Stored records:
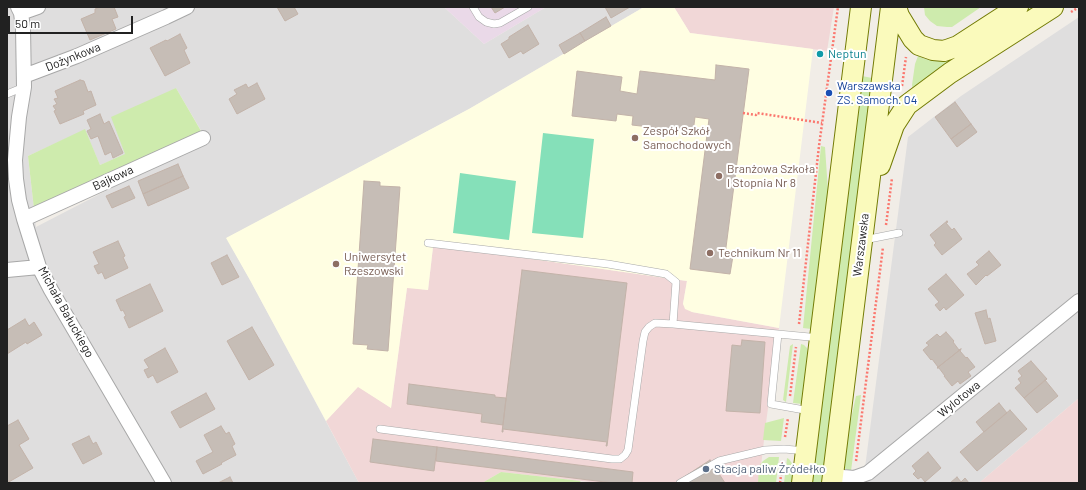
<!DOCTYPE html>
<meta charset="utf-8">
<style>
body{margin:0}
#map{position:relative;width:1086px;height:490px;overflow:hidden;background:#f1ede7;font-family:Barlow,sans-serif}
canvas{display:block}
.frame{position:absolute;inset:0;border:8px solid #212121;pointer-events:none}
.scale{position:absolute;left:8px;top:16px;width:125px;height:18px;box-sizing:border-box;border:2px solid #212121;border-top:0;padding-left:5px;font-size:12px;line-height:14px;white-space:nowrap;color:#212121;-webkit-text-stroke:3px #fff;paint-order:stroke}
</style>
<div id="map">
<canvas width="1086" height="490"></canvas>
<div class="frame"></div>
<div class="scale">50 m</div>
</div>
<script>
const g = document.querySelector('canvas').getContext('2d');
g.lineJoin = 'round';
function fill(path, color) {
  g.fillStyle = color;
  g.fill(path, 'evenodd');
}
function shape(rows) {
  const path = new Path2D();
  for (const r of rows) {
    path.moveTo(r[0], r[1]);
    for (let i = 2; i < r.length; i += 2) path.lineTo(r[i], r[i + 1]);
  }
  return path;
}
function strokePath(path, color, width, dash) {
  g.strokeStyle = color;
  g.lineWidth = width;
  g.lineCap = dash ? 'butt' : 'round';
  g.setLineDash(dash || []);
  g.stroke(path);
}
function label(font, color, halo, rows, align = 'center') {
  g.font = font + ' Barlow,sans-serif';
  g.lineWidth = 4;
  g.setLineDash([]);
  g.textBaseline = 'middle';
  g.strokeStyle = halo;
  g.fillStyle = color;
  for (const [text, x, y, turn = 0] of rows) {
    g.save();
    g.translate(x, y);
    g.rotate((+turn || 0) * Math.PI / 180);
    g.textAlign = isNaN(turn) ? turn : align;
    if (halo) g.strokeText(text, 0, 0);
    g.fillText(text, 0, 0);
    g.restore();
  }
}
fill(shape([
 [7,7,444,7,484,44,546,7,644,7,469,109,227,238,250,280,359,483,7,483],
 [176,88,206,139,36,227,28,156,85,130,100,165,126,154],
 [1079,17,1079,398,979,483,863,483,908,137,961,96]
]), '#dfdede');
fill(shape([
 [674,7,834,7,827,51,690,33],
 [441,246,687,281,683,304,692,312,779,328,766,423,759,483,600,483,501,472,482,483,359,483,326,421,358,386,391,408,407,287,428,290,433,247],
 [1079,398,1079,483,979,483]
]), '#f1d7d7');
fill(shape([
 [444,7,546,7,484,44]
]), '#ead9e8');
fill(shape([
 [644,7,674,7,690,33,813,49,779,328,692,312,685,309,683,304,687,281,441,246,433,247,428,290,407,288,391,408,358,387,326,421,250,280,226,238,469,109]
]), '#fffee2');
fill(shape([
 [924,7,981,7,952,27,947,27,937,26,930,21,925,15],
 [1031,7,1041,7,913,91,912,85,915,64,918,56,925,59,933,61,945,60,959,54],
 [862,76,872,78,822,483,812,483],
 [176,88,201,131,34,209,28,156,85,129,100,165,125,154,111,117],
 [821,146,825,147,828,191,811,329,803,328],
 [793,344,786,402,783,400,790,346],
 [801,344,804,345,807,348,808,354,802,404,793,403],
 [861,395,851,471,848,470,844,468,848,433,856,396],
 [784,418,781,441,763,440,765,423],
 [769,457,779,457,776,483,758,483,759,466,763,461],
 [787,458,789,459,793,465,792,483,784,483],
 [501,472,581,481,578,483,482,483]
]), '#ceebad');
fill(shape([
 [543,133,594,139,583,238,532,233],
 [460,173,516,181,509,240,453,233]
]), '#85e0b9');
const building = shape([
 [100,7,114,7,118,17,112,19,116,29,90,40,81,19,95,13,95,9,100,7],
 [277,7,294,7,298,14,285,21,277,7],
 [491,7,505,7,495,13,491,7],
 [605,7,630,7,611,18,605,7],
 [606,17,611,26,585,41,580,33,606,17],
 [528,25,539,44,523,54,521,51,509,58,501,44,509,39,509,37,528,25],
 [580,33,585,41,564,54,559,45,580,33],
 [180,34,187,48,184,50,190,63,165,76,150,48,166,40,167,41,180,34],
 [716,65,749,69,725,255,733,256,730,274,690,269,709,119,695,117,693,132,632,125,633,116,617,114,616,121,572,116,577,71,622,77,620,91,637,94,640,71,715,80,716,65],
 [80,80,84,81,88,92,91,91,96,105,83,111,84,114,60,124,54,111,56,110,53,106,57,104,54,99,58,98,55,91,80,80],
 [257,83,265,99,237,114,229,99,237,94,234,90,246,84,248,88,257,83],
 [955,102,971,124,951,139,935,117,955,102],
 [100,114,104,124,109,121,123,153,113,158,111,152,105,155,98,136,91,139,87,131,91,129,87,120,100,114],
 [971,124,977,132,957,147,951,139,971,124],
 [178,164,183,176,143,194,138,181,178,164],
 [183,176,189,188,148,206,143,194,183,176],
 [364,181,380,182,380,186,400,187,388,351,367,349,368,345,353,344,364,181],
 [129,186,135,198,112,208,106,196,129,186],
 [947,221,948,222,946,223,952,230,954,228,962,239,942,255,934,245,936,243,930,235,947,221],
 [118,241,125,256,123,257,128,268,105,279,102,272,98,274,94,266,99,264,93,252,118,241],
 [989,251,1001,265,987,276,986,275,976,285,967,274,979,265,976,262,989,251],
 [227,255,239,277,222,285,211,263,227,255],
 [522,270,627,283,607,446,606,446,607,442,503,429,503,432,502,432,522,270],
 [946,274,964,295,946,310,944,307,940,311,935,305,939,302,928,289,946,274],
 [150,284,163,311,129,328,124,317,126,316,123,310,121,311,116,300,150,284],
 [986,310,988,319,990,318,996,341,985,344,975,313,986,310],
 [25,319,29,326,34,322,42,335,27,344,26,342,7,354,7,330,25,319],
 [252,327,274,365,249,380,227,341,252,327],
 [946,332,954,341,953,342,959,350,961,349,937,368,938,367,932,359,931,360,923,350,929,345,926,343,937,334,940,337,946,332],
 [742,340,765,342,760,413,726,411,732,345,741,346,742,340],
 [165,348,178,372,157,383,153,375,148,378,144,370,149,368,144,360,165,348],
 [961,349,960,351,966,358,967,357,975,367,968,372,971,376,960,384,958,381,952,386,944,376,945,376,939,368,937,368,961,349],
 [1031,361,1047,379,1024,398,1015,388,1021,383,1018,379,1022,376,1018,371,1031,361],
 [1045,380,1058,396,1037,413,1024,398,1045,380],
 [409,384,495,395,495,397,506,398,503,425,481,422,482,414,407,404,409,384],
 [206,393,215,409,180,428,171,412,206,393],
 [999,403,1007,413,984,432,976,422,999,403],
 [1010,410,1027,429,977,471,960,452,1010,410],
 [18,420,29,439,19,445,33,468,7,483,7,426,18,420],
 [221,426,226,434,229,432,235,444,232,446,236,455,221,463,222,464,203,474,196,461,213,452,204,435,221,426],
 [89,436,93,444,96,442,102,454,83,464,72,444,89,436],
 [373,439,437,447,434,471,370,462,373,439],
 [437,447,633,472,632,483,613,483,436,461,437,447],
 [928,452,941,468,925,482,921,477,918,479,913,474,916,471,912,466,928,452],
 [710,460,725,483,688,483,684,477,710,460],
 [230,477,233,483,218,483,230,477],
 [957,477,961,482,965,478,969,483,950,483,957,477]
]);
fill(building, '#c6bdb6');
strokePath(building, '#c3b3a9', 1);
const lane = shape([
 [473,7,479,17,486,22,494,24,500,23,528,7],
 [7,94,24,87],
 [864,240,899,233],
 [428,243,608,264,666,274,676,282,673,324,820,338],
 [778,334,771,404,810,411],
 [380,429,612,459,620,459,625,455,628,450,643,341,645,332,649,327,655,323,673,324],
 [680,483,719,461,765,450,784,449,806,451]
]);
const street = shape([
 [18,7,21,13,23,28,24,87,19,117,15,160,16,179,19,200,24,219,39,267,51,290,164,483],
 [21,13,38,7],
 [24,76,77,56,166,17,187,7],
 [24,219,203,138],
 [7,270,39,267],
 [833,474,843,477,854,478,868,473,1079,301]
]);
const secondary = shape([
 [896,7,899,16,913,39,919,45,933,50,944,51,958,46,1018,7],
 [880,165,894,125,907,105,950,73,1053,7],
 [802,483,861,7],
 [832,483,891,7]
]);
strokePath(lane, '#a8a8a8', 8);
strokePath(street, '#a8a8a8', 16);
strokePath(secondary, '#737b04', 22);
strokePath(shape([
 [1071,12,1079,7],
 [902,86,906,57],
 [743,113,756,115,757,113,822,123],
 [886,225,892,178],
 [799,324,819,146,838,7],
 [790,396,796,347],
 [785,437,788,418],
 [856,461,883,247],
 [780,483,783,460]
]), '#fb776e', 2.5, [2, 2]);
strokePath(lane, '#fff', 7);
strokePath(street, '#fff', 14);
strokePath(secondary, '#fafabc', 20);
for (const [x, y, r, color] of [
 [820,54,4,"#0f9aa8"],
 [829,93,4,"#1a4fb4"],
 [635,138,4,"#8d6e63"],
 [719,176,4,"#8d6e63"],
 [710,253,4,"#8d6e63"],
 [336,264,4,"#8d6e63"],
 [706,469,4,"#5c6f8a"]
]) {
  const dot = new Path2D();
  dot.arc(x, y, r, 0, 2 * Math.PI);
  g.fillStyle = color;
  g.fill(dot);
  strokePath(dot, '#fff', 1.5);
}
label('12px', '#0d838f', '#fff', [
 ["Neptun",828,54]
], 'left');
label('12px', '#212121', '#fff', [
 ["Dożynkowa",73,57,-22],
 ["Bajkowa",113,178,-25],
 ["Warszawska",861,245,-83],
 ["Michała Bałuckiego",66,312,61],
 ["Wylotowa",959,399,-39]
]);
label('12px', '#164399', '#fff', [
 ["Warszawska",837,86],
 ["ZS. Samoch. 04",837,100]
], 'left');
label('12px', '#785e54', '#fff', [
 ["Zespół Szkół",643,131],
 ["Samochodowych",643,145],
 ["Branżowa Szkoła",727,169],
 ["I Stopnia Nr 8",727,183],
 ["Technikum Nr 11",718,253],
 ["Uniwersytet",344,257],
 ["Rzeszowski",344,271]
], 'left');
label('12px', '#4e5e75', '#fff', [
 ["Stacja paliw Źródełko",714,469]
], 'left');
</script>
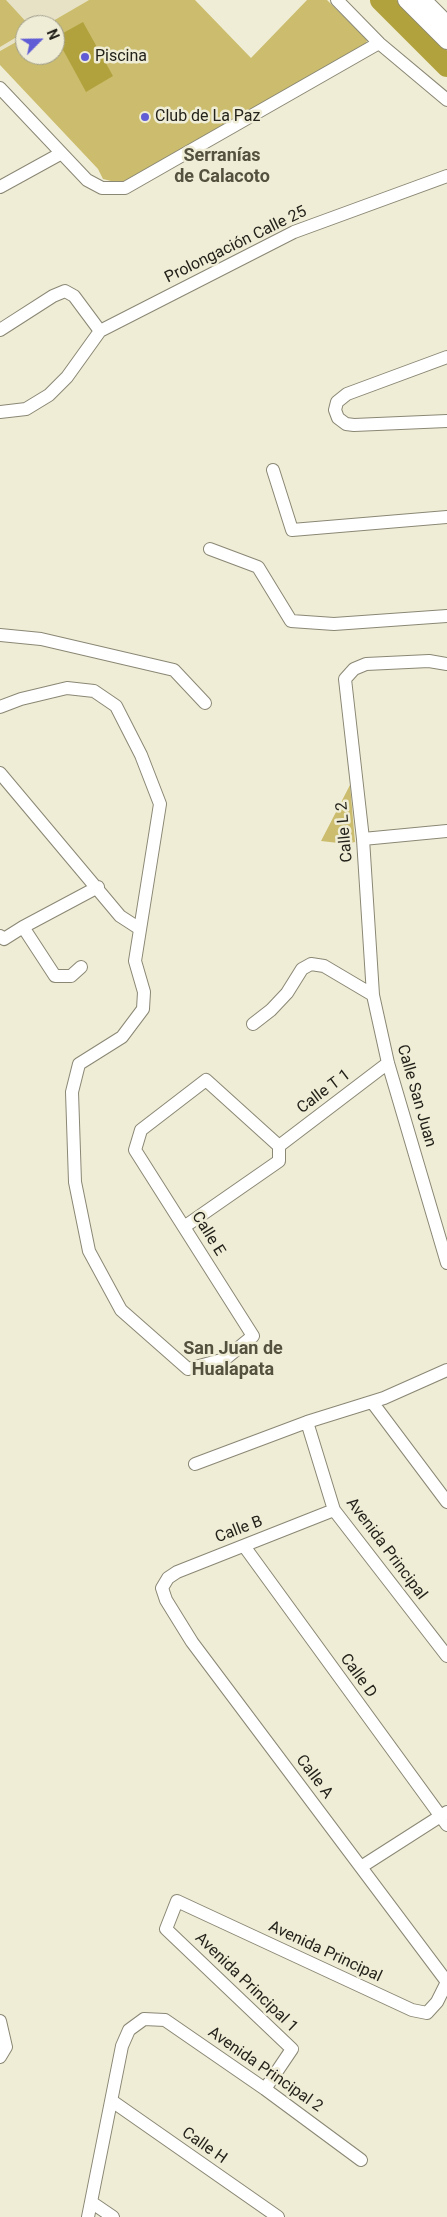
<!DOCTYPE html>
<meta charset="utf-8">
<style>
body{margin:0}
#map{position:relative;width:447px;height:2217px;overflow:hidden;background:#f0edd7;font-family:Roboto,sans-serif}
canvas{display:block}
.north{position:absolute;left:15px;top:15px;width:50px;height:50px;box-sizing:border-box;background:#f0edd7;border:1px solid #9e9c8c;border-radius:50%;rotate:67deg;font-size:14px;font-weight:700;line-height:20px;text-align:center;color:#24231b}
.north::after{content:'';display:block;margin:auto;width:18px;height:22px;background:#605cd5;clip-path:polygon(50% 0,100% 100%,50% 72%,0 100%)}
</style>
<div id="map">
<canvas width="447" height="2217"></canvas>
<div class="north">N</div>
</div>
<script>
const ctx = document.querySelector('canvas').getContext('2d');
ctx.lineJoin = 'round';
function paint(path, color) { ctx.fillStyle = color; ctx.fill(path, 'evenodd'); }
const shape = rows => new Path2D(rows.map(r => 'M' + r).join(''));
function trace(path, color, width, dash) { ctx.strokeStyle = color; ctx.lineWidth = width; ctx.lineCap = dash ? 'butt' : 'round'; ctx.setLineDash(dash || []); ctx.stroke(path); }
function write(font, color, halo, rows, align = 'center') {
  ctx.font = font + ' Roboto,sans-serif'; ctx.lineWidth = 5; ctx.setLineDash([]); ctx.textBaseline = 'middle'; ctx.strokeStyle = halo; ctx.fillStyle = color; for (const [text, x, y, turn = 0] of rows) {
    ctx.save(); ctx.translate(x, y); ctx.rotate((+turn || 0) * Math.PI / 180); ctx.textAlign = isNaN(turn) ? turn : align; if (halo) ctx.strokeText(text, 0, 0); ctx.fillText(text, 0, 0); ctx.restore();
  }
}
paint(shape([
 [0,0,89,0,46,25,25,25,25,37,0,51]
]), '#e7e2c6');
paint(shape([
 [0,0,6,0,29,25,25,25,25,32,0,47],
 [89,0,195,0,251,58,307,0,327,0,367,40,365,48,126,181,115,182,103,179,98,169,0,65,0,51,25,37,25,55,55,55,55,25,46,25],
 [350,785,355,842,347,844,321,841]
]), '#cbbd6d');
paint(shape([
 [83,22,113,76,86,92,56,37]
]), '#b2a23e');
trace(shape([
 [381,0,447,66]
]), '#b2a23e', 22);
const minor = shape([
 [337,0,379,43,447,100],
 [0,88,87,180,102,188,125,188,379,43],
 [0,187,60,154],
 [0,330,53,296,65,291,74,296,100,331],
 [447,357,347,394,337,402,335,410,338,418,346,424,354,425,447,421],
 [0,412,26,409,49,395,67,377,100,331,294,232,447,176],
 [273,470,292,530,447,517],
 [210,549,258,567,291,621,334,624,447,616],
 [0,635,41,639,174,670,205,703],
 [447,664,429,661,366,664,354,669,345,679,363,839,373,995,388,1063,447,1263],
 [0,707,21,699,67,688,94,691,116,706,141,755,160,804,135,961,144,992,143,1009,122,1037,79,1064,72,1092,75,1182,89,1251,121,1310,188,1369,225,1359,253,1336,135,1150,141,1130,206,1080,279,1146,279,1161,184,1227],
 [0,773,120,916,140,929],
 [363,839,447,831],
 [23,927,55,976,71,976,81,967],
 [0,936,4,939,23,927,98,887],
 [253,1024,271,1010,287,993,302,969,311,964,324,966,373,995],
 [279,1146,388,1063],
 [447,1370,384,1398,307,1422,334,1510,447,1656],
 [372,1402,447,1502],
 [195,1464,307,1422],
 [244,1546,447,1825],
 [361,1867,447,1812],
 [0,2021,6,2047,0,2057],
 [265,2089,292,2049,166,1929,177,1901,412,2010,427,2013,437,2002,447,1982,192,1642,166,1600,162,1588,168,1578,177,1572,334,1510],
 [112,2101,278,2217],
 [91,2202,113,2217],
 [88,2217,122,2046,129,2030,144,2019,165,2020,265,2089,361,2160]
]);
const major = shape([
 [406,0,447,41],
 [423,0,447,24]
]);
trace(minor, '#8a8774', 14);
trace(major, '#8a8774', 18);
trace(minor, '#fff', 12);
trace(major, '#fff', 16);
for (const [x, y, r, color] of [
 [85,57,5,"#605cd5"],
 [145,117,5,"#605cd5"]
]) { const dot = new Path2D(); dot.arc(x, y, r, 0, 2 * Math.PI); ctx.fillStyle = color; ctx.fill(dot); trace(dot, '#f0edd7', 2); }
write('16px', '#24231b', '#f0edd7', [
 ["Piscina",95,57],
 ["Club de La Paz",155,117]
], 'left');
write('16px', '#24231b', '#f0edd7', [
 ["Prolongación Calle 25",236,245,-26],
 ["Calle L 2",345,832,-95],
 ["Calle T 1",324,1092,-37],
 ["Calle San Juan",416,1096,74],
 ["Calle E",208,1234,58],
 ["Calle B",239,1530,-21],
 ["Avenida Principal",386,1549,53],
 ["Calle D",358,1676,54],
 ["Calle A",314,1777,53],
 ["Avenida Principal",325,1952,25],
 ["Avenida Principal 1",246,1983,44],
 ["Avenida Principal 2",265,2070,35],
 ["Calle H",204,2146,35]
]);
write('bold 18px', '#54513f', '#f0edd7', [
 ["Serranías",222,156],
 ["de Calacoto",222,177],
 ["San Juan de",233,1349],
 ["Hualapata",233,1370]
]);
</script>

→ **Work to complete**: Working through the records, find each line containing the word "save" and copy it.

→ **Solution to this task**:
    g.save();
    ctx.save(); ctx.translate(x, y); ctx.rotate((+turn || 0) * Math.PI / 180); ctx.textAlign = isNaN(turn) ? turn : align; if (halo) ctx.strokeText(text, 0, 0); ctx.fillText(text, 0, 0); ctx.restore();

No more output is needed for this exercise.